La medaglia, realizzata dallo scultore Aligi Sassu per Cogefar Impresit, reca su una faccia l’immagine stilizzata di un calciatore che, contorto nel gesto atletico, è intento nel colpire la palla. Al rovescio ecco una delle curve dello Stadio Olimpico con la sua copertura in una visione prospettica. Al contorno una lunga iscrizione con riportate le imprese che hanno portato a termine l’opera nel giugno 1990: Cogefar Impresit, Im.Co., C.C.C., C.P.C/IGA, Gran Sasso, Elektra. La medaglia, di cui sono ignote la tiratura e la distribuzione, è stata prodotta dagli stabilimenti Johnson.

Particolare dello spessore della figura del calciatore
In quel giugno 1990 viene prodotta anche un’altra enorme medaglia fusa, opus Sergio Giandomenico, in occasione della benedizione dello stadio da parte di Papa Giovanni Paolo II.
Come noto l’Olimpico ospitò tutte le gare dell’Italia di Azeglio Vicini sino alla semifinale persa ai rigori a Napoli contro l’Argentina di Maradona ed alla finale per il 3° posto vinta dagli azzurri contro l’Inghilterra a Bari. A Roma si disputò ovviamente anche la finalissima tra Germania Ovest ed Argentina decisa dal gol su rigore del difensore Brehme, all’epoca in forza all’Inter.
Lo stadio Olimpico di Roma, uno dei teatri del calcio internazionale, ha ospitato le finali di Coppa Campioni/Champions’ League per ben 4 volte: nel 1977 (vittoria del Liverpool su Borussia M’gladbach per 3-1), nel 1984 (vittoria ancora del Liverpool nella Capitale, ai rigori proprio contro la Roma di Liedholm), nel 1996 (vittoria della Juventus ai rigori contro l’Ajax) e quindi nel 2009 (2-0 del Barcellona al Manchester United).
Nel 2021 per le gare del campionato Europeo di calcio ecco quello che è stato l’ultimo restyling finora realizzato: rifacimento dell’impianto di illuminazione con installazione di fari a led.

Dall’edizione 2007-2008 lo stadio Olimpico ospita regolarmente la finalissima della coppa Italia.
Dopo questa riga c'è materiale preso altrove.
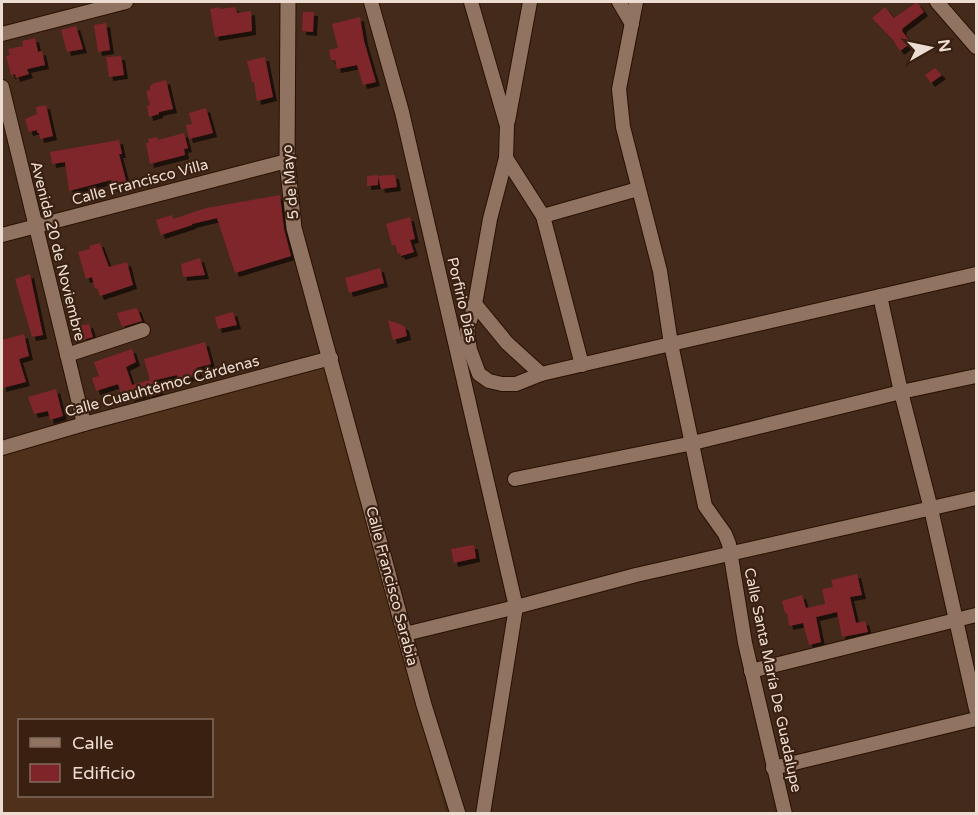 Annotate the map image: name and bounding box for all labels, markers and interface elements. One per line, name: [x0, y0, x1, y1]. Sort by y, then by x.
north arrow: [900, 18, 960, 78]
text: N: [933, 38, 955, 54]
street label: 5 de Mayo: [278, 144, 302, 220]
street label: Calle Francisco Villa: [70, 155, 210, 209]
street label: Avenida 20 de Noviembre: [27, 159, 89, 343]
street label: Porfirio Días: [443, 255, 481, 345]
street label: Calle Cuauhtémoc Cárdenas: [63, 351, 261, 421]
street label: Calle Francisco Sarabia: [362, 504, 422, 668]
street label: Calle Santa María De Guadalupe: [740, 566, 806, 794]
legend: [18, 719, 213, 797]
text: Calle: [72, 732, 114, 754]
text: Edificio: [72, 762, 136, 784] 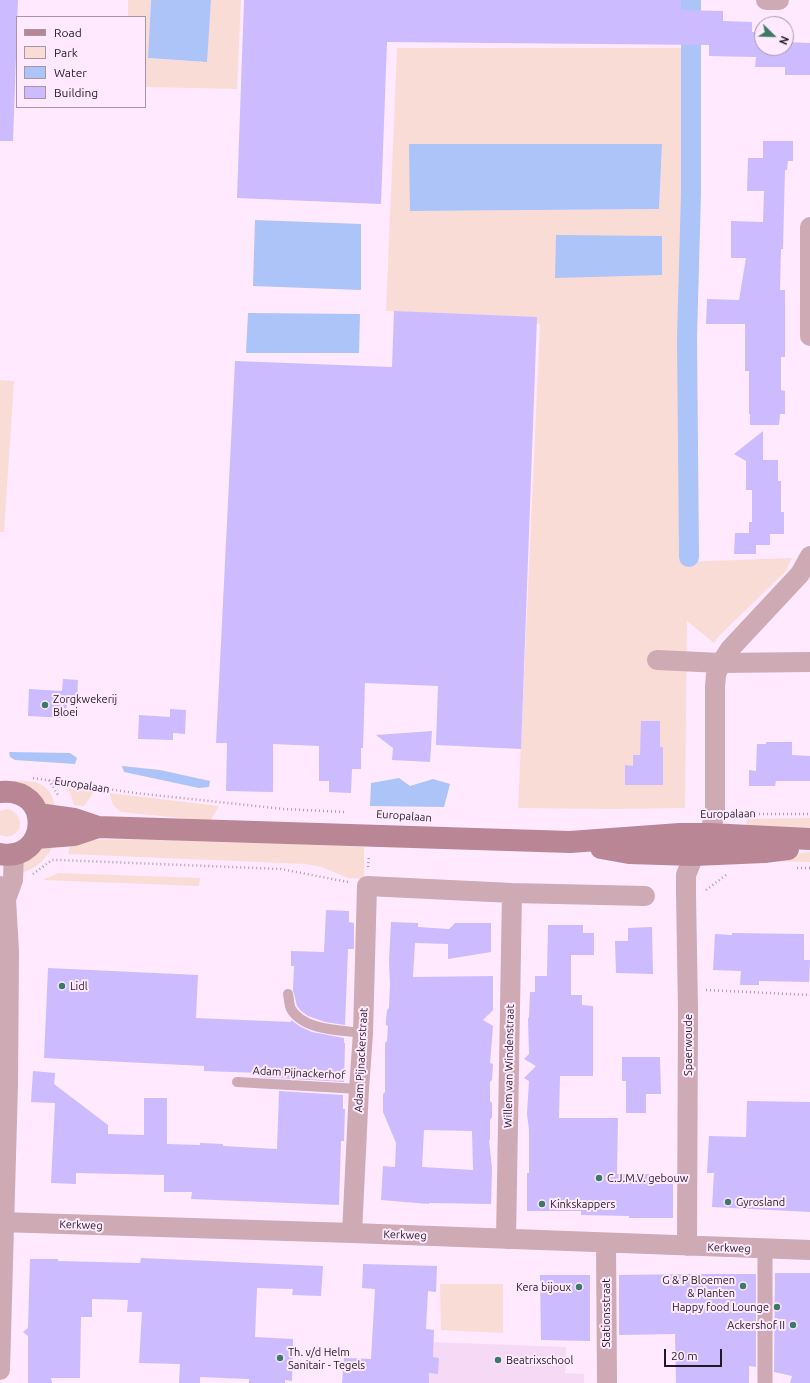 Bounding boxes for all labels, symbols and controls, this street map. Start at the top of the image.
legend [16,16,146,108]
north arrow [754,16,794,56]
text: Road [54,26,82,39]
text: N [777,34,791,46]
text: Park [54,46,78,59]
text: Water [54,66,87,79]
text: Building [54,86,98,99]
place label: Zorgkwekerij Bloei [53,692,117,718]
marker: Zorgkwekerij Bloei [40,700,50,710]
street label: Europalaan [54,774,110,796]
street label: Europalaan [376,807,432,825]
street label: Europalaan [700,807,756,821]
place label: Lidl [70,979,88,993]
marker: Lidl [57,981,67,991]
street label: Willem van Windenstraat [501,1004,517,1128]
street label: Adam Pijnackerstraat [352,1007,370,1113]
street label: Spaerwoude [681,1014,695,1076]
street label: Adam Pijnackerhof [252,1064,346,1082]
place label: C.J.M.V. gebouw [607,1171,688,1185]
marker: C.J.M.V. gebouw [594,1173,604,1183]
place label: Gyrosland [736,1195,785,1209]
place label: Kinkskappers [550,1197,615,1211]
marker: Gyrosland [723,1197,733,1207]
marker: Kinkskappers [537,1199,547,1209]
street label: Kerkweg [59,1218,103,1232]
street label: Kerkweg [383,1228,427,1242]
street label: Kerkweg [707,1241,751,1255]
place label: G & P Bloemen & Planten [662,1273,735,1299]
street label: Stationsstraat [599,1278,613,1348]
place label: Kera bijoux [516,1280,571,1294]
marker: G & P Bloemen & Planten [738,1281,748,1291]
marker: Kera bijoux [574,1282,584,1292]
place label: Happy food Lounge [672,1300,769,1314]
marker: Happy food Lounge [772,1302,782,1312]
place label: Ackershof II [727,1318,785,1332]
marker: Ackershof II [788,1320,798,1330]
scale bar [666,1341,724,1367]
place label: Th. v/d Helm Sanitair - Tegels [288,1345,365,1371]
text: 20 m [671,1349,698,1362]
marker: Th. v/d Helm Sanitair - Tegels [275,1353,285,1363]
place label: Beatrixschool [506,1353,573,1367]
marker: Beatrixschool [493,1355,503,1365] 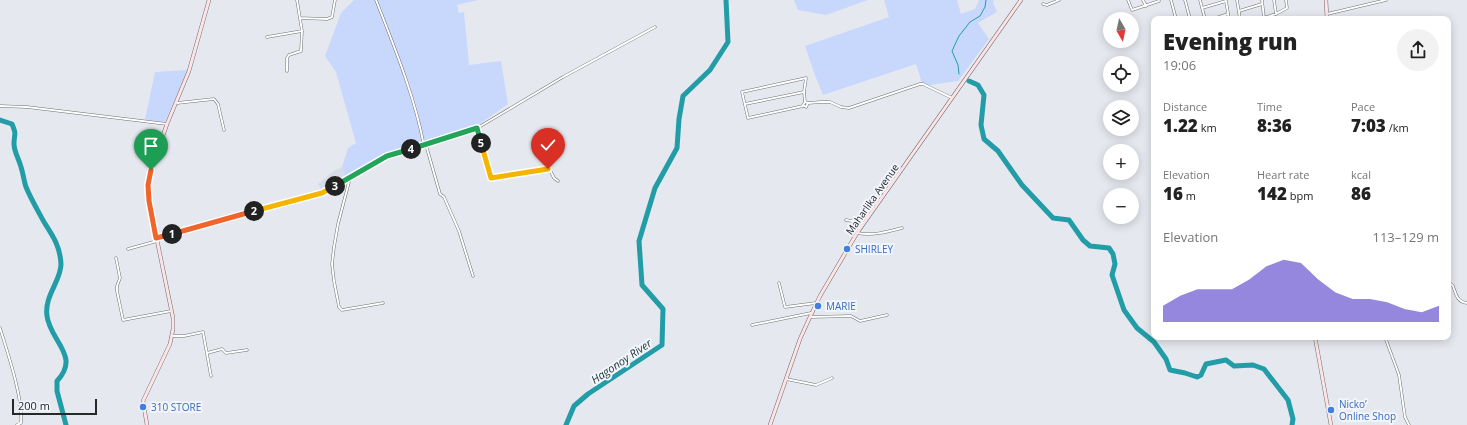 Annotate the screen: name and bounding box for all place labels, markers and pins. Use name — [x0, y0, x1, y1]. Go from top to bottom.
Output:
pin — [531, 128, 565, 169]
pin — [134, 129, 168, 170]
pin: 5 — [471, 133, 491, 153]
pin: 4 — [401, 139, 421, 159]
pin: 3 — [325, 176, 345, 196]
pin: 2 — [244, 201, 264, 221]
pin: 1 — [162, 224, 182, 244]
place label: SHIRLEY — [855, 242, 894, 256]
marker: SHIRLEY — [842, 244, 852, 254]
place label: MARIE — [826, 299, 856, 313]
marker: MARIE — [813, 301, 823, 311]
place label: Nicko’ Online Shop — [1339, 397, 1396, 423]
place label: 310 STORE — [151, 400, 201, 414]
marker: 310 STORE — [138, 402, 148, 412]
marker: Nicko’ Online Shop — [1326, 405, 1336, 415] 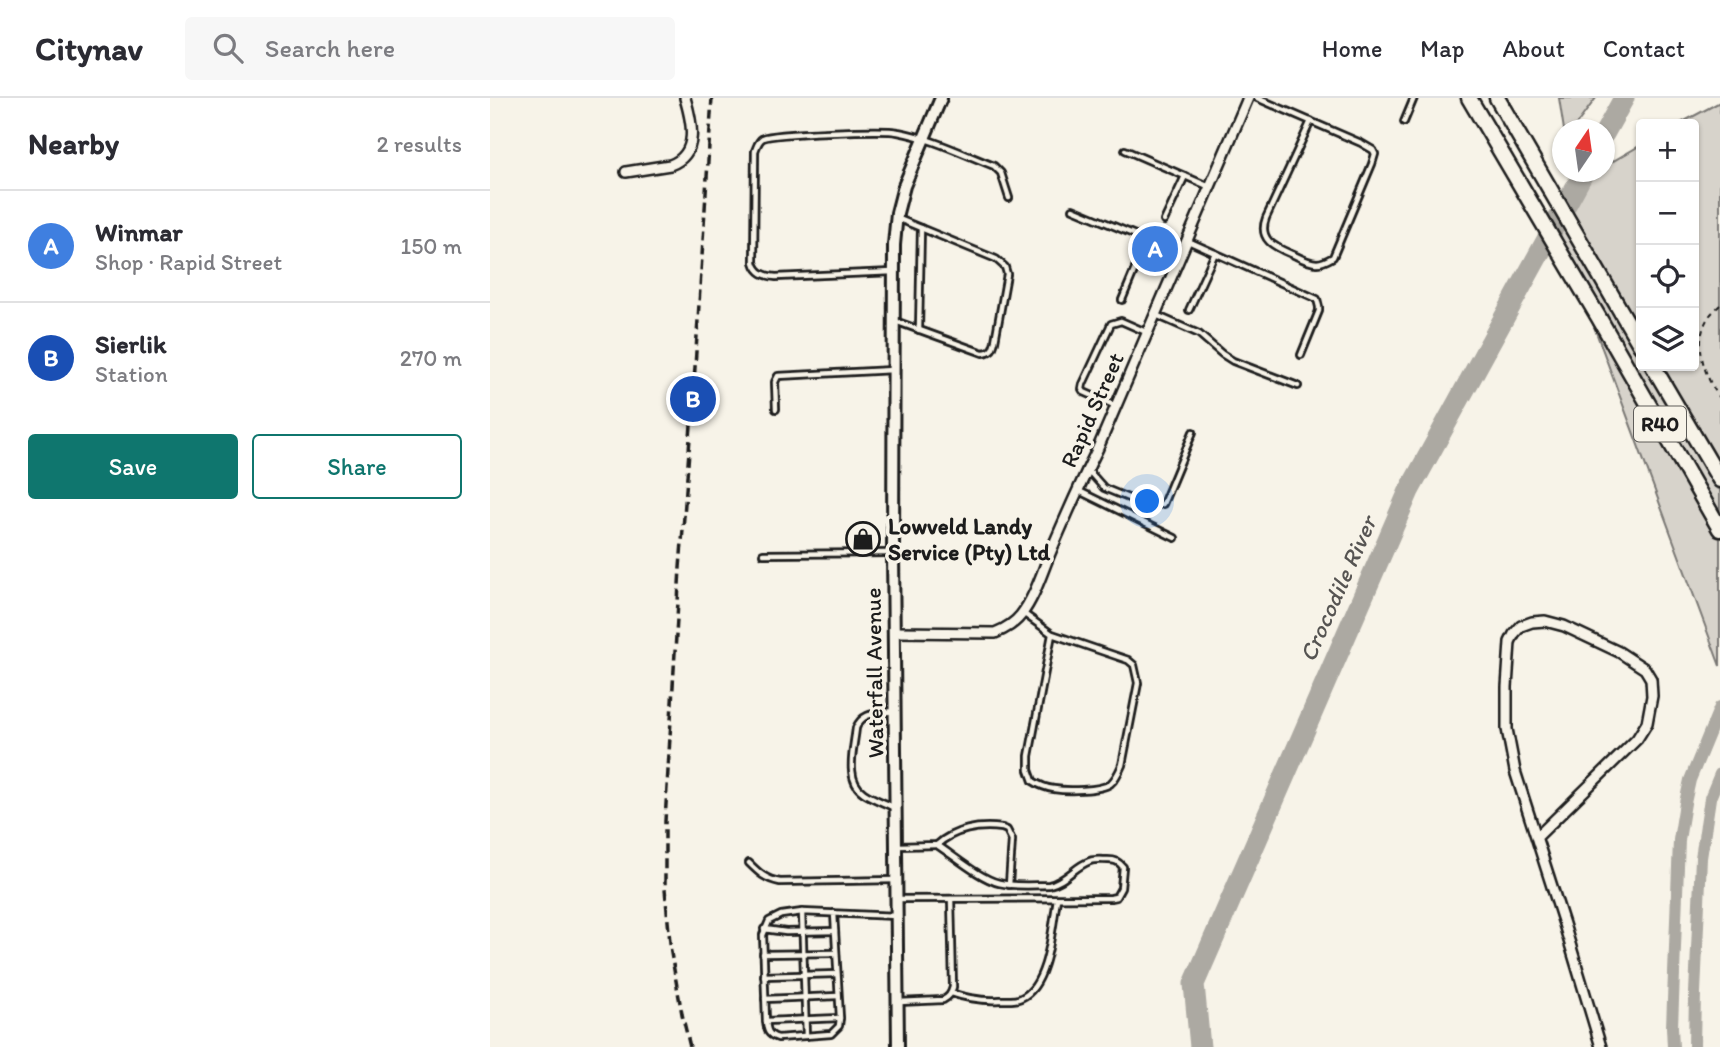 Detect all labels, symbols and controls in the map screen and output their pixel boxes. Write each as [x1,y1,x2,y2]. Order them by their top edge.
search box [185,17,675,80]
text: Citynav [35,29,143,68]
icon: search [209,29,247,67]
text: Search here [265,32,395,64]
text: Home [1322,34,1382,63]
text: Map [1420,34,1464,63]
text: About [1502,34,1565,63]
text: Contact [1603,34,1685,63]
north arrow [1552,119,1615,182]
map controls [1636,119,1699,371]
button: + [1636,119,1699,182]
text: Nearby [28,125,119,162]
text: 2 results [376,130,462,158]
button: − [1636,182,1699,245]
text: Winmar [95,216,183,248]
pin: A [1132,223,1178,275]
text: A [44,232,58,260]
text: 150 m [401,232,462,260]
button: locate [1636,245,1699,308]
text: Shop · Rapid Street [95,248,282,276]
button: layers [1636,308,1699,371]
text: Sierlik [95,328,166,360]
text: B [44,344,58,372]
text: 270 m [400,344,462,372]
street label: Rapid Street [1054,348,1130,472]
text: Station [95,360,168,388]
pin: B [670,373,716,425]
road number: R40 [1634,406,1686,442]
button: Save [28,434,238,499]
button: Share [252,434,462,499]
your location [1130,484,1164,518]
water label: Crocodile River [1293,509,1383,666]
place label: Lowveld Landy Service (Pty) Ltd [888,512,1051,566]
shop icon: Lowveld Landy Service (Pty) Ltd [844,520,882,558]
street label: Waterfall Avenue [859,587,889,759]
Ha fatto eccezione la sola edizione 2020-21 (anno del covid) con gara tra Juventus ed Atalanta disputata a Reggio Emilia. Da quando c’è la finale in gara unica a Roma, la As Roma ha alzato il trofeo 1 volta nel 2008 (2-1 contro l’Inter), la SS Lazio per tre volte (nel 2009 ai rigori contro la Sampdoria, nel 2013 vincendo 1-0 contro la Roma e nel 2019 battendo 2-0 l’Atalanta).
Infine, sinora il nuovo stadio Olimpico dal 1990 ad oggi ha visto “arrivare” lo scudetto per sole 2 volte: nel 2000 con la Lazio di Eriksson (decisiva vittoria casalinga per 3-0 contro la Reggina) e quindi nel 2001 con la Roma di Capello (3-0 al Parma in casa).
Dunque, l’ultimo successo di una squadra romana sull’erba dell’ex stadio dei Cipressi risale ormai al 2019.